Falling Out of Love With China
By DAVID SHAMBAUGH
Published: March 18, 2013
NOW that China is becoming a world power, it is beginning to recognize the importance of its global image and the need to enhance its “soft power.” It is tracking public opinion polls worldwide and investing huge amounts into expanding its global cultural footprint, “external propaganda work” and public diplomacy. Unfortunately for China, that’s not enough.
While pockets of positive views regarding China can be found around the world, public opinion surveys from the Pew Research Center’s Global Attitudes Project and the BBC reveal that China’s image ranges between mixed and poor. And the negative view is expanding: for almost a decade, European public opinion toward China has been the most negative in the world, but that is now matched in America and Asia.
There are likewise increasing signs of strain with Russia: on the surface, there is considerable harmony of worldviews and interests, but underneath lie lingering historical suspicions, growing trade frictions, problems stemming from Russia’s military sales to China, immigration controversies and nascent strategic competition in Central Asia.

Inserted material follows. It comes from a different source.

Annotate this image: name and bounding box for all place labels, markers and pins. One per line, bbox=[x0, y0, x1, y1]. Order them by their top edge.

China’s reputation has also deteriorated in the Middle East and among the Arab League due to the country’s support for the Syrian and Iranian regimes as well as its persecution of Muslim minorities in far western China, a policy that has also sullied its image in Central Asia.

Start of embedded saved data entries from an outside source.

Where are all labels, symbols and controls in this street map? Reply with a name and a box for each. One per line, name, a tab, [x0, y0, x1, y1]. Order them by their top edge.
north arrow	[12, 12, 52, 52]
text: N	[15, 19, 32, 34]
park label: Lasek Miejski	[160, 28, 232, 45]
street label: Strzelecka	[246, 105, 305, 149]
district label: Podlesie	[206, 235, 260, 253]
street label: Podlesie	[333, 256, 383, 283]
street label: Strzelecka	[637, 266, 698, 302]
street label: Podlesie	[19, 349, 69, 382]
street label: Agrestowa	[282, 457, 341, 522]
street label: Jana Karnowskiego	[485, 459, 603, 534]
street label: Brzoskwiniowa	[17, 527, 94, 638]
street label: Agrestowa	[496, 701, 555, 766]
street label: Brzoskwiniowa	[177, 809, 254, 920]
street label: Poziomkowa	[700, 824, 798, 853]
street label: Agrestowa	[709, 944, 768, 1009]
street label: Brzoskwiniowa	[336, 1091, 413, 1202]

Even in Africa — where relations remain positive on the whole — China’s image has deteriorated over the past three years as a result of the flood of Chinese entrepreneurs, its rapacious extraction of oil and other raw materials, aid projects that seem to benefit Chinese construction companies as much as recipient countries and support for unsavory governments. A similar downturn is apparent in Latin America for the same reasons.
Finally, China’s most important relationship — with the United States — is also troubled. It is now a combination of tight interdependence, occasional cooperation, growing competition and deepening distrust.
For both sides, the critical question is how to manage an increasingly competitive and distrustful relationship without its becoming a full-blown adversarial relationship. Neither country has any experience handling such strategic competition amid deep interdependence, although we can hope that the latter feature will buffer the former.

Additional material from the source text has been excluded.